Too often, I’ve been guilty of overlooking injustice in my own community, inside my own little slice of this great big world. I’ve turned a blind eye to those who feel marginalized and alone. I’ve chosen to devote my time and energy to helping others who look a lot like me, in places that are comfortable and familiar, rather than reaching across cultural, ethnic, and economic lines to make a difference.
I must do better.
And so, I begin with this: an apology. To my friends of color, particularly my African-American friends: I apologize. For not seeking to better understand your struggles. For not doing more on your behalf. For speaking too much and not listening enough. For my pride and self-centeredness that kept me from walking a mile in your shoes – or, at the very least, walking that mile with you.

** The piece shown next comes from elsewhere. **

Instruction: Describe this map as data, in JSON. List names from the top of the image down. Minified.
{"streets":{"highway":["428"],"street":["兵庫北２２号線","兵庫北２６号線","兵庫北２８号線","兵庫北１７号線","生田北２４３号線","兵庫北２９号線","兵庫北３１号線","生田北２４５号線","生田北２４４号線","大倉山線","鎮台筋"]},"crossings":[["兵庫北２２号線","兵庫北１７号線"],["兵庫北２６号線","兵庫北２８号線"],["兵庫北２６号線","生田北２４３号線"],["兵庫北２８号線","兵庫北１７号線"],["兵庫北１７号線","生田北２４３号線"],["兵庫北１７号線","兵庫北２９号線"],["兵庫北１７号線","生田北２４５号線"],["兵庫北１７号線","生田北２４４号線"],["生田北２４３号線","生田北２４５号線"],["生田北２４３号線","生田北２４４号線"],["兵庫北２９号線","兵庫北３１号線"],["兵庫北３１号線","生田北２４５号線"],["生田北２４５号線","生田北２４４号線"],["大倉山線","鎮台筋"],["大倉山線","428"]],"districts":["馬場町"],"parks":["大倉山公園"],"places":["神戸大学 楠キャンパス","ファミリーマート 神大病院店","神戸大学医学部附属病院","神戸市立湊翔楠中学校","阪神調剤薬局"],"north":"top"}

My word for this year is “TRANSFORM.” It’s not simply a goal to be attained, but rather a lifestyle to be lived. Though I certainly had my own expectations of what that might look like, I’m learning that the job of transformation is not up to me. Rather, it’s my God who directs the transformation the way He sees fit, in areas He alone knows best. My eyes have been opened to the harsh reality of my own ugliness, which now lies naked and exposed for what it is. My hope and prayer is that God will begin that process of transformation in my own heart even as this city I love seeks healing and restoration out of brokenness and tragedy.
I must do better. May I learn to love mercy, rather than cast judgement. May I learn to do justly, rather than hide behind the shroud of ignorance and denial. May I learn to walk humbly with my God, serving others as Christ would call me to do.